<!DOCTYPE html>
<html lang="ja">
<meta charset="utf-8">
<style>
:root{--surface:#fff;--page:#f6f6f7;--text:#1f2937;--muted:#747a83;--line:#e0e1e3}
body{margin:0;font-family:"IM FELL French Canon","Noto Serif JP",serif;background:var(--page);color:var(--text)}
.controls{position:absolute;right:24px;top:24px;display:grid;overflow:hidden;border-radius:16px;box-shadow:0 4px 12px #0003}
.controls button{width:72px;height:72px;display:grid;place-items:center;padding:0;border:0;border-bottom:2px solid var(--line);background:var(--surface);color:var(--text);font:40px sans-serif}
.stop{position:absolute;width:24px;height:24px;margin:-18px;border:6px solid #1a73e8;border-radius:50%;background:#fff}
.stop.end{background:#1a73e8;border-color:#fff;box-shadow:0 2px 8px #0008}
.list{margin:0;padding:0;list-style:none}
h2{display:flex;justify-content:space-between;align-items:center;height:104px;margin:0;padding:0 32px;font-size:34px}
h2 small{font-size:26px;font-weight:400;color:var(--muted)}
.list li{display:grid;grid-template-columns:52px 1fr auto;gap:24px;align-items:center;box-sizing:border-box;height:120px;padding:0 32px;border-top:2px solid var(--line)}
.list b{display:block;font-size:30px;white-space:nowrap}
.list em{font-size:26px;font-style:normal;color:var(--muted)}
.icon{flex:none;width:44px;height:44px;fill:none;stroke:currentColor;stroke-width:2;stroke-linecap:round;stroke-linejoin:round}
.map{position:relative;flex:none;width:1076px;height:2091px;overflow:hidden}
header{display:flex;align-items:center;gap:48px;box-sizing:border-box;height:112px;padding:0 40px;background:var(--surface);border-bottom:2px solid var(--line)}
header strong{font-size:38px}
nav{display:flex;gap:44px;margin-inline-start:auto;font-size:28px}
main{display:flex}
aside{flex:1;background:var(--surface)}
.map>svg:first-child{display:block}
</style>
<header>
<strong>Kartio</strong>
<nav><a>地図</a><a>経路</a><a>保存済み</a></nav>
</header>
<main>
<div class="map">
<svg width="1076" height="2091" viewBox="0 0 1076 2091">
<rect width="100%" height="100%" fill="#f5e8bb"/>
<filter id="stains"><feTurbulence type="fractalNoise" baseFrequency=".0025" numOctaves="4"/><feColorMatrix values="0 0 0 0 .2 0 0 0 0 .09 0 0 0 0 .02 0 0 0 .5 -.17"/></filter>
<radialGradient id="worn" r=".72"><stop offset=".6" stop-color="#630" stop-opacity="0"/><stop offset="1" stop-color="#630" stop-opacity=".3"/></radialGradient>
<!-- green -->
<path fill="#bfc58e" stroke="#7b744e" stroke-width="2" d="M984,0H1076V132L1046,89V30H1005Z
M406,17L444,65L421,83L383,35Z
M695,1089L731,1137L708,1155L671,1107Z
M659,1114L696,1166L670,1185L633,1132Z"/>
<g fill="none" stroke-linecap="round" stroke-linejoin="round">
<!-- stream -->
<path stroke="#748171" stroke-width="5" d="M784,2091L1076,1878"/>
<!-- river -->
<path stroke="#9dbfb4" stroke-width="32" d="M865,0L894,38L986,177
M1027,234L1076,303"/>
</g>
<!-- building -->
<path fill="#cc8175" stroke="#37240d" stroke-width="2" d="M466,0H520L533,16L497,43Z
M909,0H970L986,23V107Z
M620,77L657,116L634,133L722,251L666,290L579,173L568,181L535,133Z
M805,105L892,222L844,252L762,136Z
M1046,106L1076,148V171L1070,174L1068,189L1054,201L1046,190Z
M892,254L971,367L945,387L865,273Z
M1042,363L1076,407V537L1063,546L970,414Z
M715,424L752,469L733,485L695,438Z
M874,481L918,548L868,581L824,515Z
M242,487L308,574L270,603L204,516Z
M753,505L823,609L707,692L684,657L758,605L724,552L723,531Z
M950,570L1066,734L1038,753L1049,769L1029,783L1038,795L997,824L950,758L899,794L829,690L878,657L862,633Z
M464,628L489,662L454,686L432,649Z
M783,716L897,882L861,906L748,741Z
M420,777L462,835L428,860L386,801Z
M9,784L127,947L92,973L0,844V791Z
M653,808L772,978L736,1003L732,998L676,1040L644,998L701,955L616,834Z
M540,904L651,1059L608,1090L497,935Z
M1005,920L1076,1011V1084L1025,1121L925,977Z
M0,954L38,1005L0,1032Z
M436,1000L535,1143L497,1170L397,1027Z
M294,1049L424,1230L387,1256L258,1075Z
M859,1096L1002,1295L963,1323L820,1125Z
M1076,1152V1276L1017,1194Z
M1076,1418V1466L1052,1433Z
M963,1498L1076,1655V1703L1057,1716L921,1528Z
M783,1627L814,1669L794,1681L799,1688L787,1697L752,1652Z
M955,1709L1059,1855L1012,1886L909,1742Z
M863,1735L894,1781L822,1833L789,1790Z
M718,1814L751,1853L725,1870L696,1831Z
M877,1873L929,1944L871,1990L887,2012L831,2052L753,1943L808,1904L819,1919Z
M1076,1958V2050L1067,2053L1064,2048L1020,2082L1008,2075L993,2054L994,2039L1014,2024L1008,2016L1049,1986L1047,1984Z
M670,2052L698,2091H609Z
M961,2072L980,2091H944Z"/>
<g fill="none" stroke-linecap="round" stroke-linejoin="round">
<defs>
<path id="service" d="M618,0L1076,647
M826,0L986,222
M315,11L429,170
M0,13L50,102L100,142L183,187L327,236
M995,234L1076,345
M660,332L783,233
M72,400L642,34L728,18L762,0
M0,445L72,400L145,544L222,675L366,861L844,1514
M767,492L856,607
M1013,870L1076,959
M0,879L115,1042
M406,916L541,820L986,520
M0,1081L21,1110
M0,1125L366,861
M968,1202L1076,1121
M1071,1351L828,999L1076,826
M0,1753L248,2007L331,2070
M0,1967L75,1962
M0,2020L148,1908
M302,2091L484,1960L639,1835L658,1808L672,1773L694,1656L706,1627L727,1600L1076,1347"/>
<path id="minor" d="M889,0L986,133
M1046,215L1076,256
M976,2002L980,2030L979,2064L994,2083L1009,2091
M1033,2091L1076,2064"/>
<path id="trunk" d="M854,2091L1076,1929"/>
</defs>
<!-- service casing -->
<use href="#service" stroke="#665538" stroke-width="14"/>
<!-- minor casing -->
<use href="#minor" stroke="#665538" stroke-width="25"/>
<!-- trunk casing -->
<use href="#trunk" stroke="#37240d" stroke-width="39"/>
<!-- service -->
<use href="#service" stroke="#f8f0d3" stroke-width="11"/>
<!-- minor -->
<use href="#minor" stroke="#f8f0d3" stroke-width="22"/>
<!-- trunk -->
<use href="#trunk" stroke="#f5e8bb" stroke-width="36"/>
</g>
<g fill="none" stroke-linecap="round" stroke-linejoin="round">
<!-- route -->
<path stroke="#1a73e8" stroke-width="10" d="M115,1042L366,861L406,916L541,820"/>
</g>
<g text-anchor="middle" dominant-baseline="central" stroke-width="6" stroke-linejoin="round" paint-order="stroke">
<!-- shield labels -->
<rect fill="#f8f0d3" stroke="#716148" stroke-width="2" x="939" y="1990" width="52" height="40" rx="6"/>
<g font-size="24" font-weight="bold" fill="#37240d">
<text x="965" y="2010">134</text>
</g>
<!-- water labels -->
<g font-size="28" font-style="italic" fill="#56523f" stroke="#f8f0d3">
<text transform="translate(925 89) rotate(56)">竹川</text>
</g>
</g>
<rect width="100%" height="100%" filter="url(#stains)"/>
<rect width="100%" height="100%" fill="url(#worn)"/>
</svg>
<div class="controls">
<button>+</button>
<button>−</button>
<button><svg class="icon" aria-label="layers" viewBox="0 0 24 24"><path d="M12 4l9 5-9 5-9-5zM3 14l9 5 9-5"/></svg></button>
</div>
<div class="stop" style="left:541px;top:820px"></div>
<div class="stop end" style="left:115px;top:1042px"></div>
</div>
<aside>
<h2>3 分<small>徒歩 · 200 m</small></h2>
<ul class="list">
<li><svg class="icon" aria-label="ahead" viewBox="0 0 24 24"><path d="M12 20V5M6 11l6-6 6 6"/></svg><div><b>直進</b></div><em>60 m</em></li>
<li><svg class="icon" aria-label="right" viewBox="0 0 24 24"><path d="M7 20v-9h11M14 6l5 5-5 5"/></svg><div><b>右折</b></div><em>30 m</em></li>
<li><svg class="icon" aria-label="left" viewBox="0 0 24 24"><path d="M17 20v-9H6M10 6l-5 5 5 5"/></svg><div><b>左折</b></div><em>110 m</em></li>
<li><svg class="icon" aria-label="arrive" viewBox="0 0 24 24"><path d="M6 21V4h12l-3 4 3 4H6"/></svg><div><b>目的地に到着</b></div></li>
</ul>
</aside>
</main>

==

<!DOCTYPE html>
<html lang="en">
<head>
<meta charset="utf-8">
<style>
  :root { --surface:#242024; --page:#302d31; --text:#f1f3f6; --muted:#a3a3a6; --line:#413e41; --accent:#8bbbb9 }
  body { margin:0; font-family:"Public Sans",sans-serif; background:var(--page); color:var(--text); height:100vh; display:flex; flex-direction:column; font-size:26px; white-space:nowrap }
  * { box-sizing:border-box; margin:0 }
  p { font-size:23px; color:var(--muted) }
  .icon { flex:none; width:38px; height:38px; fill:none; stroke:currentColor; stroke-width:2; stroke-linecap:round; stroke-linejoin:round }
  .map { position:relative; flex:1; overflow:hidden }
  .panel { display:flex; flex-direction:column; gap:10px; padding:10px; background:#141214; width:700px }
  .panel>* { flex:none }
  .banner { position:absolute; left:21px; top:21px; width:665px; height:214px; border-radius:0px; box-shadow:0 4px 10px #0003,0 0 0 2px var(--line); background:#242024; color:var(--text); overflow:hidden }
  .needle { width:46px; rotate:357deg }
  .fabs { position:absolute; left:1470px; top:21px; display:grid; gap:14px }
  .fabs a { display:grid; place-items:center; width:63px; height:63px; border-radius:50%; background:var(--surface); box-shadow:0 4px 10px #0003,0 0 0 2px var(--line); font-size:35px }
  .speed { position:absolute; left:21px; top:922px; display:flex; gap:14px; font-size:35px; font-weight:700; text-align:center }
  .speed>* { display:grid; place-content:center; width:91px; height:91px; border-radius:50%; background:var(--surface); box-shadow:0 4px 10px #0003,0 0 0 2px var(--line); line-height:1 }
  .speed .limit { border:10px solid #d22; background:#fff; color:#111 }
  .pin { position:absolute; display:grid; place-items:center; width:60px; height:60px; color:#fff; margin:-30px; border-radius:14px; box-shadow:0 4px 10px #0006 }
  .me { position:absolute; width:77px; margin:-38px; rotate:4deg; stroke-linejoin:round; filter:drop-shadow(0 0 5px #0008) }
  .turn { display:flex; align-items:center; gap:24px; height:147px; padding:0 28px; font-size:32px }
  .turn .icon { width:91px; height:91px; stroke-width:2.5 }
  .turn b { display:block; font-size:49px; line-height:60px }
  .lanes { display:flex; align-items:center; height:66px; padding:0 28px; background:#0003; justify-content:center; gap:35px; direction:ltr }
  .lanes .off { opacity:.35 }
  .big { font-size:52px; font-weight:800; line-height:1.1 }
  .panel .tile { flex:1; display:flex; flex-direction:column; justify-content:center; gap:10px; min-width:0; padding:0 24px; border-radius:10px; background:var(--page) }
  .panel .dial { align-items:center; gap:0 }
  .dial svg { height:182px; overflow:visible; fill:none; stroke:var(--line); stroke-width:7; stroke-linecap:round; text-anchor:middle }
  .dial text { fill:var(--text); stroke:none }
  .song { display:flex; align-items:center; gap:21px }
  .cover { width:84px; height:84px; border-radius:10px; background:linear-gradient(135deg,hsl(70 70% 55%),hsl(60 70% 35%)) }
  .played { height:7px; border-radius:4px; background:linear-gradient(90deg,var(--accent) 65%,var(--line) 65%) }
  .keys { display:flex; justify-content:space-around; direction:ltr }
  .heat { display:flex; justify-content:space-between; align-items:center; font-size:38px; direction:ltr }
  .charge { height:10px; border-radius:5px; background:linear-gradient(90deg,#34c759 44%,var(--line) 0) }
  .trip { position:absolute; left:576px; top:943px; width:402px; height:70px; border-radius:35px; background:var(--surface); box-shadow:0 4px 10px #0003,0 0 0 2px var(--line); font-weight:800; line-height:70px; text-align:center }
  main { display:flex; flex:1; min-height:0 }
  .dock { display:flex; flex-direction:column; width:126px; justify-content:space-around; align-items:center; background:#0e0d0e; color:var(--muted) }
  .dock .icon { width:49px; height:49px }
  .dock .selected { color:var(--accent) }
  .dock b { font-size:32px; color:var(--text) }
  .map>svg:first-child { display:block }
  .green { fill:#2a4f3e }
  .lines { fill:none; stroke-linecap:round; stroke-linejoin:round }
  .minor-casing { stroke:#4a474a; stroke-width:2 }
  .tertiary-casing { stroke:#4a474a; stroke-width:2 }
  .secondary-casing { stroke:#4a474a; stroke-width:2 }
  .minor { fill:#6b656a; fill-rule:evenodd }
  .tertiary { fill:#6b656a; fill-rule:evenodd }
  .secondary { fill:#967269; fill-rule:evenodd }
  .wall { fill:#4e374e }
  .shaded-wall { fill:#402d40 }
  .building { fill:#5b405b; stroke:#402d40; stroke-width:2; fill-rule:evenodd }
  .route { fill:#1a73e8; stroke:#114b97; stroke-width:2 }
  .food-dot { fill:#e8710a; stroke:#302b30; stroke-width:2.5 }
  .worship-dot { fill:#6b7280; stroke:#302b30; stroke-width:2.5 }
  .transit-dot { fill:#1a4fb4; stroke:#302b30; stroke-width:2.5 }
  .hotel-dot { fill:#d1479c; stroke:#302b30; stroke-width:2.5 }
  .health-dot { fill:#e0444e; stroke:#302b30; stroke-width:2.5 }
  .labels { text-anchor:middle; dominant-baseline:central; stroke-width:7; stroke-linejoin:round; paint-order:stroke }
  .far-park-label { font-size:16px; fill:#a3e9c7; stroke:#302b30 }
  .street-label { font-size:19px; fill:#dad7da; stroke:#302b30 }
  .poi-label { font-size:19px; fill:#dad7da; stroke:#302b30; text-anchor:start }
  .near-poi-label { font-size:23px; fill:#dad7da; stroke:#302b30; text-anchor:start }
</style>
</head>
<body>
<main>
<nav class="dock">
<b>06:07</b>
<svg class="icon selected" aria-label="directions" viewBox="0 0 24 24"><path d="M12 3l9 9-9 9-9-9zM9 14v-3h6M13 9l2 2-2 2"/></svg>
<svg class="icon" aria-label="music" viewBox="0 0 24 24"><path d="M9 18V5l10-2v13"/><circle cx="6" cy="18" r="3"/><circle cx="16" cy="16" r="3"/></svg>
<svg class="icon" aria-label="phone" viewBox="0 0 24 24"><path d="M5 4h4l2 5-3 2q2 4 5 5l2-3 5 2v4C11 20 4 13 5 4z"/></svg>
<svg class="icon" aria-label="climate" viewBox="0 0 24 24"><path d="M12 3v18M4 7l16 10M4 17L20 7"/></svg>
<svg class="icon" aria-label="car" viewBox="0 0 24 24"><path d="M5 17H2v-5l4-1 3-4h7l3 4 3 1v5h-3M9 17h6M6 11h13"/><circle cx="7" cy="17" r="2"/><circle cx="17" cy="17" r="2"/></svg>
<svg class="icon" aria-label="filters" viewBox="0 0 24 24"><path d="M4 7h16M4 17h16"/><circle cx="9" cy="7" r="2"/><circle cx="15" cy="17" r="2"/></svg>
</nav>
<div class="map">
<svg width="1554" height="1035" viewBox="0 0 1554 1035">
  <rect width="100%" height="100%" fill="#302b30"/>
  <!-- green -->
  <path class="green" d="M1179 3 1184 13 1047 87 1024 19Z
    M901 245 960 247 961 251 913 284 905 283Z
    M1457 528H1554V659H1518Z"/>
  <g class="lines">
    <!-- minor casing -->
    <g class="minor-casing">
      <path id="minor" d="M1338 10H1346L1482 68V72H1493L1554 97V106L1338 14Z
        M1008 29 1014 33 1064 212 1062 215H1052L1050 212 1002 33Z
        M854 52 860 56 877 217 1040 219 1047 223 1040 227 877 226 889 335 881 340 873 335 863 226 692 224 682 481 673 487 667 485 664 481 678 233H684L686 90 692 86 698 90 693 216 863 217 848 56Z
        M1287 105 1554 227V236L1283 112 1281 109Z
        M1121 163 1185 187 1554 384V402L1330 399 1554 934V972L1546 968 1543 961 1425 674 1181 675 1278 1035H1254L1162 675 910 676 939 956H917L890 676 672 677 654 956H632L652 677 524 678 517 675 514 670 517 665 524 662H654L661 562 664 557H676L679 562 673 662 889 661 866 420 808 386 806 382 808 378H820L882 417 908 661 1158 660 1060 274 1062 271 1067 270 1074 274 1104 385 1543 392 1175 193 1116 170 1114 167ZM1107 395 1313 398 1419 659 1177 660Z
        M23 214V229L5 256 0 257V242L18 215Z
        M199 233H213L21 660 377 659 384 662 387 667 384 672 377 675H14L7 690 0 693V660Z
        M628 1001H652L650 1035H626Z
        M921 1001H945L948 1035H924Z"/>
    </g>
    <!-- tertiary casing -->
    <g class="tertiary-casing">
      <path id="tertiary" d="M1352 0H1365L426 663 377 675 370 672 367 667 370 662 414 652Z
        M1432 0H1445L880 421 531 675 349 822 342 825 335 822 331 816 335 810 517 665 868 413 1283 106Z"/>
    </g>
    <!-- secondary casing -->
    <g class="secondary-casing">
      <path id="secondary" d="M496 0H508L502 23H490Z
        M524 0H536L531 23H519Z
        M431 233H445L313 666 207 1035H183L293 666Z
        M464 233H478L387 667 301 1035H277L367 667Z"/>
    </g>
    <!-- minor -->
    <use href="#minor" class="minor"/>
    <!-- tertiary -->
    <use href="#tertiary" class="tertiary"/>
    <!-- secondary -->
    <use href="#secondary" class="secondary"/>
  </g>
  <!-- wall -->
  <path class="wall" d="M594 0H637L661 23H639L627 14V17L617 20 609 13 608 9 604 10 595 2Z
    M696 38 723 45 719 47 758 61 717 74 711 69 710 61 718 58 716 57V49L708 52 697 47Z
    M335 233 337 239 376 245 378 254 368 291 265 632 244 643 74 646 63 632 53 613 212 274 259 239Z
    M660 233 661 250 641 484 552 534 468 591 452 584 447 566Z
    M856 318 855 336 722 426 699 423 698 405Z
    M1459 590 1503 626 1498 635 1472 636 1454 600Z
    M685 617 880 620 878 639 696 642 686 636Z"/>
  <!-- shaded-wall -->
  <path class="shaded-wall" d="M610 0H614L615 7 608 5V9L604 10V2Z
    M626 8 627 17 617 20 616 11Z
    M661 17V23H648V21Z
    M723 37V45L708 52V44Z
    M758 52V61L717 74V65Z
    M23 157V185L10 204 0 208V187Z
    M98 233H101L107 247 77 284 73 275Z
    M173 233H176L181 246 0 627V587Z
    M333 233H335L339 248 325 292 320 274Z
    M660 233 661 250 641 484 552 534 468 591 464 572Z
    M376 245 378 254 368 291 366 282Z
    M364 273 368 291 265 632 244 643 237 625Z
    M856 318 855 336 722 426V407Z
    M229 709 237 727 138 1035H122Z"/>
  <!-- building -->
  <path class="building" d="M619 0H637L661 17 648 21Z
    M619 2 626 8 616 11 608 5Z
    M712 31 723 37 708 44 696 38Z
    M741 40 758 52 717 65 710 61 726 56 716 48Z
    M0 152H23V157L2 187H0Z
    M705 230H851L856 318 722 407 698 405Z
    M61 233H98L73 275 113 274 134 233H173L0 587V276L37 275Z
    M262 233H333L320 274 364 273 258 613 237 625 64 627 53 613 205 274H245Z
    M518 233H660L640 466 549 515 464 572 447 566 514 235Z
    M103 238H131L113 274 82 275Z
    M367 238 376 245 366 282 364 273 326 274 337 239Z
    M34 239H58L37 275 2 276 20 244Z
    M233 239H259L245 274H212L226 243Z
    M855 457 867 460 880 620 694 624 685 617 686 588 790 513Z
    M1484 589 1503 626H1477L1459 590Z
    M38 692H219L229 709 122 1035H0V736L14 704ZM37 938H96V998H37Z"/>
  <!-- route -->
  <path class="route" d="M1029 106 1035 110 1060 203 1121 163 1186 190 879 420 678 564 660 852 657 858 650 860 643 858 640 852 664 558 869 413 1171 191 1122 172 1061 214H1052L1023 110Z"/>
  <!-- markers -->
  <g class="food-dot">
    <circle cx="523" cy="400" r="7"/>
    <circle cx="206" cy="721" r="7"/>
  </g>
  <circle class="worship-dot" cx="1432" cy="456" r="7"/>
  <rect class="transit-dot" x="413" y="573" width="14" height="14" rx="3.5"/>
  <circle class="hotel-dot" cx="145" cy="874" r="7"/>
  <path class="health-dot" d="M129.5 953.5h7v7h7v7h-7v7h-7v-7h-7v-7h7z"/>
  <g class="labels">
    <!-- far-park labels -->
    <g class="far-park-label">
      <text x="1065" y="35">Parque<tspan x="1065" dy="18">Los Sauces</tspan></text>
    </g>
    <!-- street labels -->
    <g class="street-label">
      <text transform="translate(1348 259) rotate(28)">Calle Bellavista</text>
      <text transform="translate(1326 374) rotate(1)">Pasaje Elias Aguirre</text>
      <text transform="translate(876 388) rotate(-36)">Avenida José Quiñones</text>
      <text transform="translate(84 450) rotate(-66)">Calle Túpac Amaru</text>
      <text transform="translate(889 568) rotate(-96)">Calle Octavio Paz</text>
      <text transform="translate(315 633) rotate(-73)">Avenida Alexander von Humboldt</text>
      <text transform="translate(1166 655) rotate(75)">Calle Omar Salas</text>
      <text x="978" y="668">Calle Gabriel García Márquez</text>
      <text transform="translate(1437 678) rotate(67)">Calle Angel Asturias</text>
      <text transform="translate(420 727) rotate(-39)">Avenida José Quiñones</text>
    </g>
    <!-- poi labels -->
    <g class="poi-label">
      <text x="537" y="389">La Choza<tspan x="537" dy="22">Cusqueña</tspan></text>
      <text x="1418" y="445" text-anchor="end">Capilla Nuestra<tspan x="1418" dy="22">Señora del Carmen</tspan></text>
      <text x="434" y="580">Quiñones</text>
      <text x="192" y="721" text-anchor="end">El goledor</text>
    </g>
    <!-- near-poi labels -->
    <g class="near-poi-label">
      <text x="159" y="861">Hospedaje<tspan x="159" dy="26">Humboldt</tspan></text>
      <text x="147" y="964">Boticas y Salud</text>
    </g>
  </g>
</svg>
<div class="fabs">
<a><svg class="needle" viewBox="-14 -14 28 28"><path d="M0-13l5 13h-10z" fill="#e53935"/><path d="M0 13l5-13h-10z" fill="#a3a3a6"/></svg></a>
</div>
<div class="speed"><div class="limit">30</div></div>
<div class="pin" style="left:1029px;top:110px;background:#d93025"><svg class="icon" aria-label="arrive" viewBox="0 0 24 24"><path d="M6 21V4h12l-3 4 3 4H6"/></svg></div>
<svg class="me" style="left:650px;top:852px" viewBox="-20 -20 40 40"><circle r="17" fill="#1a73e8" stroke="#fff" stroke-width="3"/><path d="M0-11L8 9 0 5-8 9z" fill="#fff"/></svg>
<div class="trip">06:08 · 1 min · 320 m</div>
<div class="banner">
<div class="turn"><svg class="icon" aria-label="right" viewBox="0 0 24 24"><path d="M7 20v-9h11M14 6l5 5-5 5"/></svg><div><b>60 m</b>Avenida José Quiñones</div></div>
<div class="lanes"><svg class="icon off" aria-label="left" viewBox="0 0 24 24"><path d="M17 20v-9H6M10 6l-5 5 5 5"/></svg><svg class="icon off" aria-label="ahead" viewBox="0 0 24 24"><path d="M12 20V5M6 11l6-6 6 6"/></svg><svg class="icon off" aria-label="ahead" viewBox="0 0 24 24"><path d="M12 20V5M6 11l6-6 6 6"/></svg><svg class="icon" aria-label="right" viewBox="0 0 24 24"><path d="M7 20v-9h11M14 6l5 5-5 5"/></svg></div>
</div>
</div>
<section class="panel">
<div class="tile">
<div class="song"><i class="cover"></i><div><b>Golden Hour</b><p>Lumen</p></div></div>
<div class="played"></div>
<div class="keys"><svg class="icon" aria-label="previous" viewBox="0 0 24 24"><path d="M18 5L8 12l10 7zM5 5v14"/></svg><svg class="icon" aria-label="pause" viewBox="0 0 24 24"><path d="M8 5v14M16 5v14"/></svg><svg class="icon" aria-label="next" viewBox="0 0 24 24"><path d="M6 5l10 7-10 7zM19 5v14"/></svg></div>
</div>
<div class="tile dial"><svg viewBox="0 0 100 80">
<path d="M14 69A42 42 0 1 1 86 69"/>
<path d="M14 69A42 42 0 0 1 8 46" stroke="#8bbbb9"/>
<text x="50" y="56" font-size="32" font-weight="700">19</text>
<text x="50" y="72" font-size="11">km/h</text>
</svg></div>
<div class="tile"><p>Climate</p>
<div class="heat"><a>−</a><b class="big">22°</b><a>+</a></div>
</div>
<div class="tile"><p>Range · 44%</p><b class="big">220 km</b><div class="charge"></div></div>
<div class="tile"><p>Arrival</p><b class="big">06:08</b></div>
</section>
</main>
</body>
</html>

WHAT IS NEEDED:
Working through the data above, find every line holding "green" and copy it.

PROBLEM SOLUTION:
<!-- green -->
  .green { fill:#2a4f3e }
  <!-- green -->
  <path class="green" d="M1179 3 1184 13 1047 87 1024 19Z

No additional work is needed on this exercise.